El cuarto de los Diez Mandamiento, nos ordena recordar el día de reposo – Shabbat – y guardarlo (cumplirlo). La palabra, Shabbat, significa: descansar, dejar de trabajar. Desafortunadamente con el paso de los años el Shabbat empezó a ser malinterpretado por los judíos y cristianos. YHVH nos dio el Shabbat como un reposo y no como una carga intolerable llena de reglas y mandamientos de hombres. La guía de la Torah concerniente al Shabbat es bien simple: “Seis días se trabajará, mas el días séptimo os será santo, día de reposo (Shabbat) para YHVH; cualquiera que en el hiciere trabajo alguno, morirá. No encenderéis fuego en ninguna de vuestras moradas en el día de reposo” - Éxodo 35:2. Tampoco dijo YHVH que con el tiempo quien quisiera podía cambiar el día de reposo. Sin embargo, el 7 de Marzo, 321 D.C., Constantino cambio el Shabbat por Domingo. El Shabbat como reposo, está establecido y santificado por YHVH desde el final de la creación – Génesis 2:1-3. El propósito de este día, es descansar, estar con la familia y dedicarlo a YHVH. Es un día de descanso para nuestro cuerpo y nuestro espíritu. ¡Shabbat Shalom!
No solo debemos amar y adorar a YHVH con toda nuestra mente, entendimiento, sino con todo nuestro ser: espíritu, alma, fuerzas y corazón. El quiere que le demos todo lo que tenemos. Son muchas las formas que tenemos para expresar nuestra alabanza, adoración, veneración, devoción y amor por El. Debemos volvernos como David, que no le importó el qué dirán, siendo todo un rey. Danzó con todas sus fuerzas delante de YHVH, mientras el Arca era llevada a Jerusalén. Debemos olvidarnos de nosotros mismos, para adorarlo solo enfocados en El. Es ahí cuando habitamos en las alabanzas de su pueblo, cuando los canales celestiales se abren y cuando Su unción, Su toque, Su sanidad ocurrirá en nuestra vida. YHVH quiere tocarnos, quiere apasionar nuestro corazón por El, de manera que podamos adorarlo a Su manera, como lo adoraba David. El quiere tocarnos para ayudarnos a llegar a Él. Somos Sus hijos, y El quiere una relación con nosotros. El quiere que lo adoremos en espíritu y en verdad. Toda la Escritura es acerca de relación y reconciliación. Es acerca de nuestro Creador y Padre Celestial proporcionando un camino para que Sus hijos regresen a Él. “Entrad por sus puertas con acción de gracias, por sus atrios con alabanza; alabadle, bendecid su Nombre” – Salmo 100:4.
Mirar un águila volar es maravilloso. No solo por el tamaño de estas majestuosas aves, sino por la confianza y facilidad con que vuelan.
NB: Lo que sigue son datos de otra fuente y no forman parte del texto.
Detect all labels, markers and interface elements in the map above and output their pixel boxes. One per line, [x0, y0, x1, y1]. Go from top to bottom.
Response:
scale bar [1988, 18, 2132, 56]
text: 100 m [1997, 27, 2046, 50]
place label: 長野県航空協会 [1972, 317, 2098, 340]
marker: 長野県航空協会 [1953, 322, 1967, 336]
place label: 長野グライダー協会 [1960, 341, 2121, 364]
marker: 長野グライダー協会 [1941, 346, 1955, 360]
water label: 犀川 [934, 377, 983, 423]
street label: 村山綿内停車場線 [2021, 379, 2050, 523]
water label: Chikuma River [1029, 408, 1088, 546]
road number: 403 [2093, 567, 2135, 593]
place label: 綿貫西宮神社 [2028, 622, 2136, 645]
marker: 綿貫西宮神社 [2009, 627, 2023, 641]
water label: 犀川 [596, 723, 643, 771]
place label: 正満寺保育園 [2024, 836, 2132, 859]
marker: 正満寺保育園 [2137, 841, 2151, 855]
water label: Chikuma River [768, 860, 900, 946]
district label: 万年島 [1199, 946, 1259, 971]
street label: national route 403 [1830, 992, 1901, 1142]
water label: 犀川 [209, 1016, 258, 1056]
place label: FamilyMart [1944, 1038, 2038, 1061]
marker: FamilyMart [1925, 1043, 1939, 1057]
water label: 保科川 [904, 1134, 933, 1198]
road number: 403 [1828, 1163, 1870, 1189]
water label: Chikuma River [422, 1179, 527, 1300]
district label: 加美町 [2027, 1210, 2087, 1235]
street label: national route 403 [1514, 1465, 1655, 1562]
La dueña del firmamento, el águila usa las corrientes de aire para cubrir millas con un mínimo esfuerzo. Un pequeño movimiento en las puntas de sus alas de vez en cuando es todo lo que necesita para continuar remontándose en las alturas. La Escritura nos dice que si queremos volar con esa facilidad, tenemos que esperar en YHVH y esperar no es lo más agradable ni lo que más nos gusta. Podemos impacientarnos y sentirnos infelices mientras esperamos a que Elohim haga algo, y ser tentados a manipular situaciones para que algo acontezca y el resultado puede ser desastroso. Los caminos de YHVH son muy diferentes a los nuestros, pero son mejores. Así, que, si queremos movernos hacía adelante en paz y quietud, necesitamos escuchar a YHVH, confiar en El, en Su tiempo, y hacer solo lo que El nos pide en cada momento sin manipular las cosas ni las situaciones, solo esperando en El. Así podremos volar como el águila sin cansarnos ni fatigarnos trabajando innecesariamente en cosas que Elohim no nos ha pedido hacer. Esperemos en Elohim, Yahushua dijo que su carga era ligera y liviana.